Next, we show that (A6)–(A8) hold under conditions (C1)–(C9). For (A6), write \(b_{i(m)} \equiv \varvec{d}_{(m)}^T\varvec{B}_{(m)}(\varvec{X}_{i(m)}) = b_{i(m)}^{+} - b_{i(m)}^{-}\), where \(b_{i(m)}^{+} = \max (b_{i(m)},0)\) and \(b_{i(m)}^{-} = \max (-b_{i(m)},0)\). Thus by Minkowski’s inequality, we obtain

$$\begin{aligned}&\sup _{\left\| \Delta \right\| \le K_{(m)}^{1/2}L } \left\| V_{(m)}(\Delta ) - V_{(m)}(0) - \bar{V}_{(m)}(\Delta )+ \bar{V}_{(m)}(0) \right\| _{\varvec{d}_{(m)}}\nonumber \\&\quad \le {} \sup _{\left\| \Delta \right\| \le K_{(m)}^{1/2}L } \left\| V_{(m)}^+(\Delta ) - V_{(m)}^+(0) - \bar{V}_{(m)}^+(\Delta )+ \bar{V}_{(m)}^+(0) \right\| \nonumber \\&\qquad + \sup _{\left\| \Delta \right\| \le K_{(m)}^{1/2}L } \left\| V_{(m)}^-(\Delta ) - V_{(m)}^-(0) - \bar{V}_{(m)}^-(\Delta )+ \bar{V}_{(m)}^-(0) \right\| , \end{aligned}$$
(A13)

where \(V_{(m)}^+(\Delta ) = n^{-1/2}\sum _{i=1}^{n}\psi _\tau \left( Y_i - \varvec{B}_{(m)}^{T}(\varvec{X}_{i(m)})\left[ \varvec{\beta }^*_{(m)}(\varvec{z}_{(m)}) + n^{-1/2}\Delta \right] \right) \)

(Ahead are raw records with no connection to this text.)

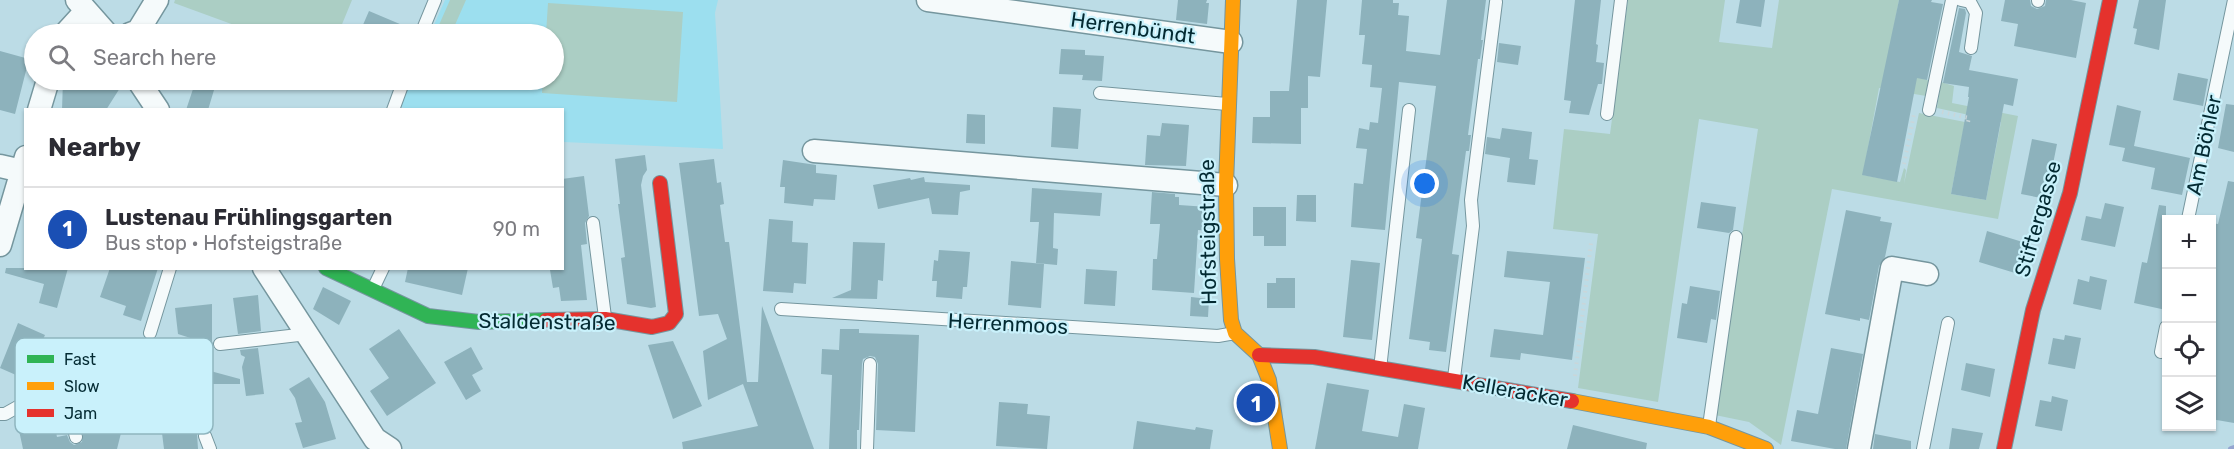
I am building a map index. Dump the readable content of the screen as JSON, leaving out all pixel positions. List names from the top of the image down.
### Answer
{
  "streets": {
    "street": [
      "Herrenbündt",
      "Stiftergasse",
      "Hofsteigstraße",
      "Staldenstraße",
      "Kelleracker"
    ],
    "lane": ["Am Böhler", "Herrenmoos"]
  },
  "crossings": [
    ["Herrenbündt", "Hofsteigstraße"],
    ["Hofsteigstraße", "Herrenmoos"],
    ["Hofsteigstraße", "Kelleracker"]
  ],
  "legend": ["Fast", "Slow", "Jam"],
  "page": {
    "search": "Search here",
    "heading": "Nearby",
    "list": [
      {
        "mark": "1",
        "name": "Lustenau Frühlingsgarten",
        "note": "Bus stop · Hofsteigstraße",
        "value": "90 m"
      }
    ],
    "map_buttons": ["+", "−"],
    "pins": "1"
  }
}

\(L(\varvec{Z}_{i(m)}, \varvec{z}_{(m)}, \varvec{\lambda }_{(m)})b_{i(m)}^+\) and \(\bar{V}_{(m)}^+(0) = EV_{(m)}^+(\Delta )\), and \(V_{(m)}^-(\Delta )\) and \(\bar{V}_{(m)}^-(\Delta ) \) are similarly defined. We need to show that each term on the right side of (A13) is \(o_p(1)\). Since the proofs of both terms are similar, we only show the first term is \(o_p(1)\).

Let \(\mathcal {H} \triangleq \left\{ \Delta \in R^{K_{(m)}}: \left\| \Delta \right\| \le K_{(m)}^{1/2}L \right\} \) for some positive \(L < \infty \). Let \( |\Delta |_{\infty }\) represent the maximum of the absolute values of the coordinates of \(\Delta \). By selecting \(N_g = (2n^2)^{K_{(m)}}\) grid points, \(\left\{ \Delta _1,\ldots , \Delta _{N_g}\right\} \), \(\mathcal {H}\) can be covered by cubes \(\mathcal {H}_s = \left\{ \Delta \in R^{K_{(m)}}: |\Delta -\Delta _s |_{\infty }\le \gamma _n \right\} \) with sides of length \(\gamma _n = LK_{(m)}^{1/2}/n^2\).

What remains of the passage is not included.